Les autorités espagnoles ont démantelé une vaste opération de piratage de mangas, découvrant un modèle de revenus fortement dépendant de réseaux publicitaires pour adultes et de détentions de cryptomonnaies dissimulées. Les enquêteurs affirment que cette affaire met en lumière comment les plateformes de contenu illicite combinent de plus en plus une monétisation publicitaire agressive avec des actifs numériques pour générer et masquer des profits.

 

 

La plateforme, active depuis plus de dix ans, offrait un accès non autorisé à des mangas protégés par le droit d’auteur et attirait des millions d’utilisateurs sur les marchés hispanophones. Bien que le piratage soit le service central, les autorités identifiaient la publicité comme principale source de revenus. Les utilisateurs accédant au site étaient fréquemment redirigés via des réseaux publicitaires qui menaient à du contenu explicite pour adultes, une tactique conçue pour maximiser les clics et générer des gains plus élevés par visite.

Les forces de l’ordre ont noté que cette approche augmentait considérablement l’exposition à des contenus inappropriés, en particulier chez les plus jeunes utilisateurs. Les enquêteurs ont souligné qu’une part notable du trafic du site comprenait des mineurs, soulevant des inquiétudes quant aux risques liés aux écosystèmes publicitaires non réglementés intégrés dans les plateformes de piratage.

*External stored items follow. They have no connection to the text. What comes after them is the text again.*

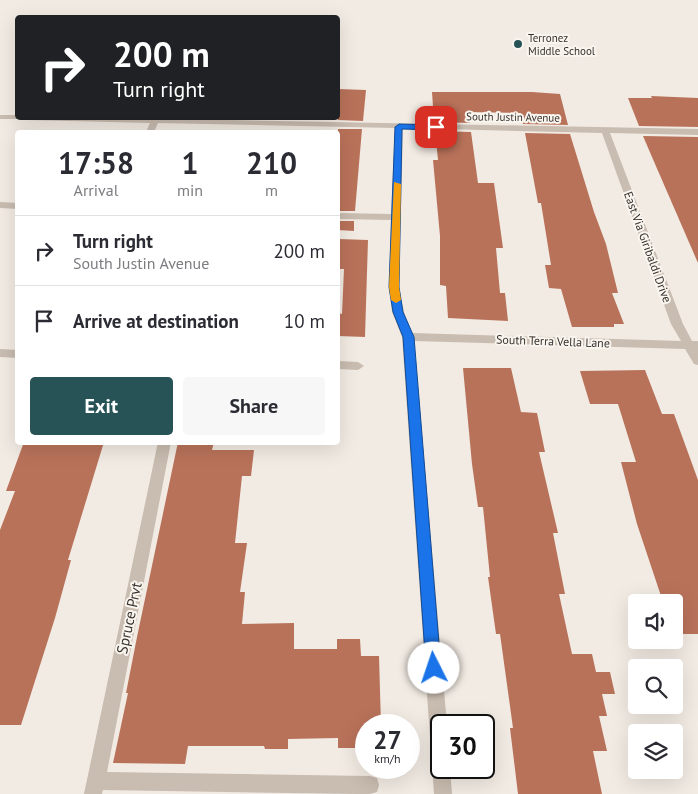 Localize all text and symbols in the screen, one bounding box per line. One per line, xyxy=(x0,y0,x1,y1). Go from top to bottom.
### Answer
text: 200 m xyxy=(113,31,210,77)
place label: Terronez Middle School xyxy=(528,31,596,58)
icon: right xyxy=(30,35,95,100)
marker: Terronez Middle School xyxy=(512,38,524,50)
text: Turn right xyxy=(113,75,205,103)
pin xyxy=(415,106,457,148)
street label: South Justin Avenue xyxy=(466,109,560,125)
icon: arrive xyxy=(422,113,450,141)
text: 17:58 xyxy=(58,143,134,182)
text: 1 xyxy=(182,143,199,182)
text: 210 xyxy=(246,143,297,182)
text: Arrival xyxy=(74,180,118,200)
text: min xyxy=(177,180,203,200)
text: m xyxy=(265,180,278,200)
street label: East Via Giribaldi Drive xyxy=(621,189,675,305)
text: Turn right xyxy=(73,229,153,253)
icon: right xyxy=(30,237,58,265)
text: 200 m xyxy=(273,239,325,263)
text: South Justin Avenue xyxy=(73,253,209,273)
icon: arrive xyxy=(30,307,58,335)
text: Arrive at destination xyxy=(73,309,239,333)
text: 10 m xyxy=(284,309,325,333)
street label: South Terra Vella Lane xyxy=(496,332,610,350)
button: Exit xyxy=(30,377,173,435)
button: Share xyxy=(183,377,325,435)
street label: Spruce Prvt xyxy=(112,581,146,655)
map controls xyxy=(628,594,683,779)
button: sound xyxy=(628,594,683,649)
position arrow xyxy=(407,641,459,693)
button: search xyxy=(628,659,683,714)
speed limit sign: 30 xyxy=(430,714,495,779)
text: 27 xyxy=(373,724,402,756)
button: layers xyxy=(628,724,683,779)
text: km/h xyxy=(374,751,401,766)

L’analyse financière a révélé que les opérateurs ont accumulé des gains substantiels grâce à ces canaux publicitaires. Une partie des recettes a ensuite été convertie en cryptomonnaie, permettant au groupe de stocker et de transférer des fonds hors des systèmes bancaires traditionnels. Lors d’une perquisition dans la résidence d’un suspect à Almería, les agents ont découvert des portefeuilles numériques contenant pour environ 467 000 € d’actifs cryptographiques.

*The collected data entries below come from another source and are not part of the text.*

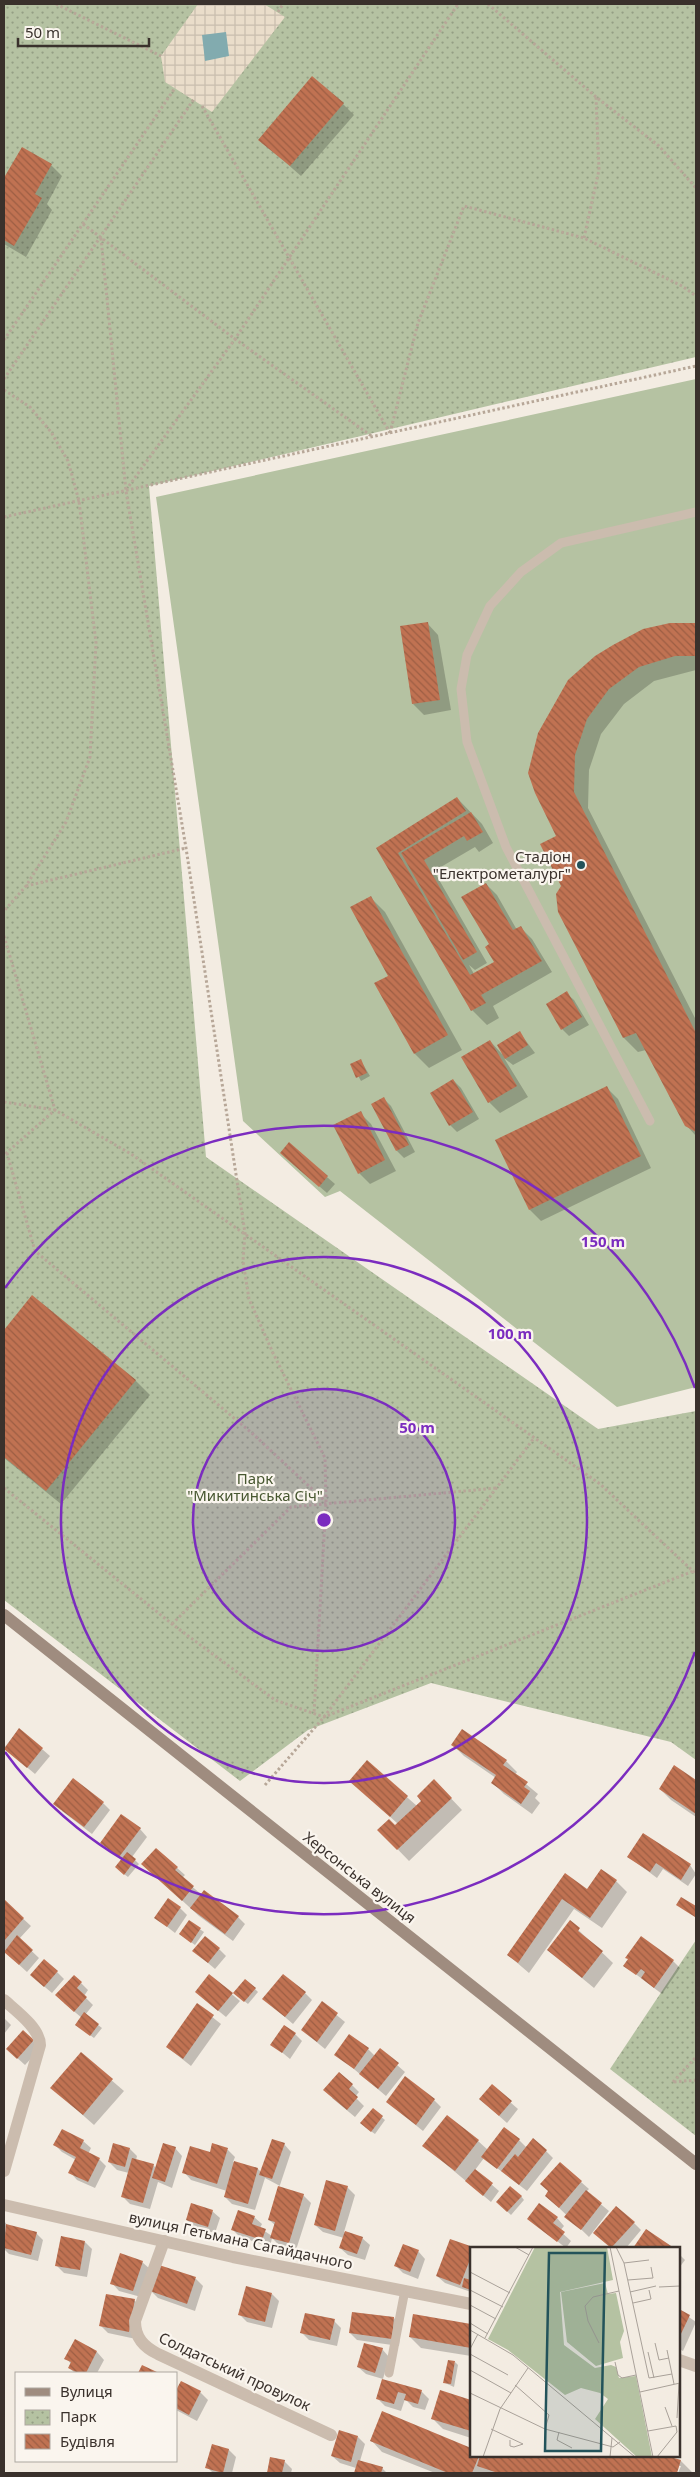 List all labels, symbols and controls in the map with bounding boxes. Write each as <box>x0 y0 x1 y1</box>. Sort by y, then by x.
scale bar <box>18 15 149 47</box>
text: 50 m <box>25 22 60 42</box>
place label: Стадіон "Електрометалург" <box>433 846 571 883</box>
marker: Стадіон "Електрометалург" <box>575 859 587 871</box>
text: 150 m <box>581 1231 625 1251</box>
text: 100 m <box>488 1323 532 1343</box>
text: 50 m <box>399 1417 435 1437</box>
park label: Парк "Микитинська Січ" <box>187 1468 323 1505</box>
centre of rings <box>315 1511 333 1529</box>
street label: Херсонська вулиця <box>300 1827 420 1927</box>
street label: вулиця Гетьмана Сагайдачного <box>127 2206 355 2274</box>
inset map <box>470 2247 680 2457</box>
street label: Солдатський провулок <box>156 2327 314 2415</box>
legend <box>15 2372 178 2462</box>
text: Вулиця <box>60 2381 113 2401</box>
text: Парк <box>60 2406 96 2426</box>
text: Будівля <box>60 2431 115 2451</box>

La méthode de stockage a attiré une attention particulière. Les autorités ont rapporté que les portefeuilles étaient conservés sur des dispositifs USB cachés à l’intérieur d’un thermomètre mural, ce qui suggère des efforts délibérés pour dissimuler à la fois l’existence et l’emplacement physique des fonds. Les enquêteurs ont décrit cela comme une tactique basique mais efficace pour éviter une détection immédiate lors des fouilles de routine.

L’utilisation de la cryptomonnaie a ajouté une couche de complexité à l’enquête financière. Contrairement aux virements bancaires conventionnels, les transactions en cryptomonnaie peuvent être plus difficiles à retracer sans outils spécialisés, surtout lorsqu’elles sont combinées à des pratiques axées sur la vie privée. Les autorités n’ont pas précisé quelles cryptomonnaies ont été saisies, mais ont confirmé que les actifs ont été sécurisés dans le cadre de l’affaire en cours.

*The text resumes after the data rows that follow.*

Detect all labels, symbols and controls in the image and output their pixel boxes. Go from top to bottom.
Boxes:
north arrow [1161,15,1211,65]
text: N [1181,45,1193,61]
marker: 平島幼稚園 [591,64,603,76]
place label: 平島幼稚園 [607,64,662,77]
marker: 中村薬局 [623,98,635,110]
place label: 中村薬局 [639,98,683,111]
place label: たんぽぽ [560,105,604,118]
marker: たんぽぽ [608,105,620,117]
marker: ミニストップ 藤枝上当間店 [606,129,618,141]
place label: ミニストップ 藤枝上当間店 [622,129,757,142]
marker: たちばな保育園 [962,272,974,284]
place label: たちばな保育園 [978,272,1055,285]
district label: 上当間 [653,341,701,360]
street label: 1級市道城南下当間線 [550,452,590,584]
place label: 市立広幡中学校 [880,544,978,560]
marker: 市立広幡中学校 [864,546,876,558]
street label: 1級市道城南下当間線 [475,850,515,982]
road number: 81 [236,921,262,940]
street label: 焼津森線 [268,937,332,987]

Trois personnes ont été arrêtées en lien avec l’opération. Elles sont soupçonnées d’avoir orchestré à la fois l’infrastructure de piraterie et la stratégie de monétisation associée, incluant l’intégration des réseaux publicitaires pour adultes et la gestion des profits basés sur les cryptomonnaies.

Les responsables ont également indiqué que le groupe se préparait à étendre ses activités avec une plateforme supplémentaire, ce qui a été empêché pendant l’opération. La perturbation du réseau devrait limiter la diffusion supplémentaire de contenus non autorisés et réduire l’exposition aux mécanismes publicitaires qui y sont liés.

L’affaire illustre une tendance plus large dans la cybercriminalité, où les opérateurs combinent le piratage de contenu avec des schémas publicitaires à haut rendement et le stockage de cryptomonnaies pour construire des systèmes de revenus évolutifs et difficiles à retracer.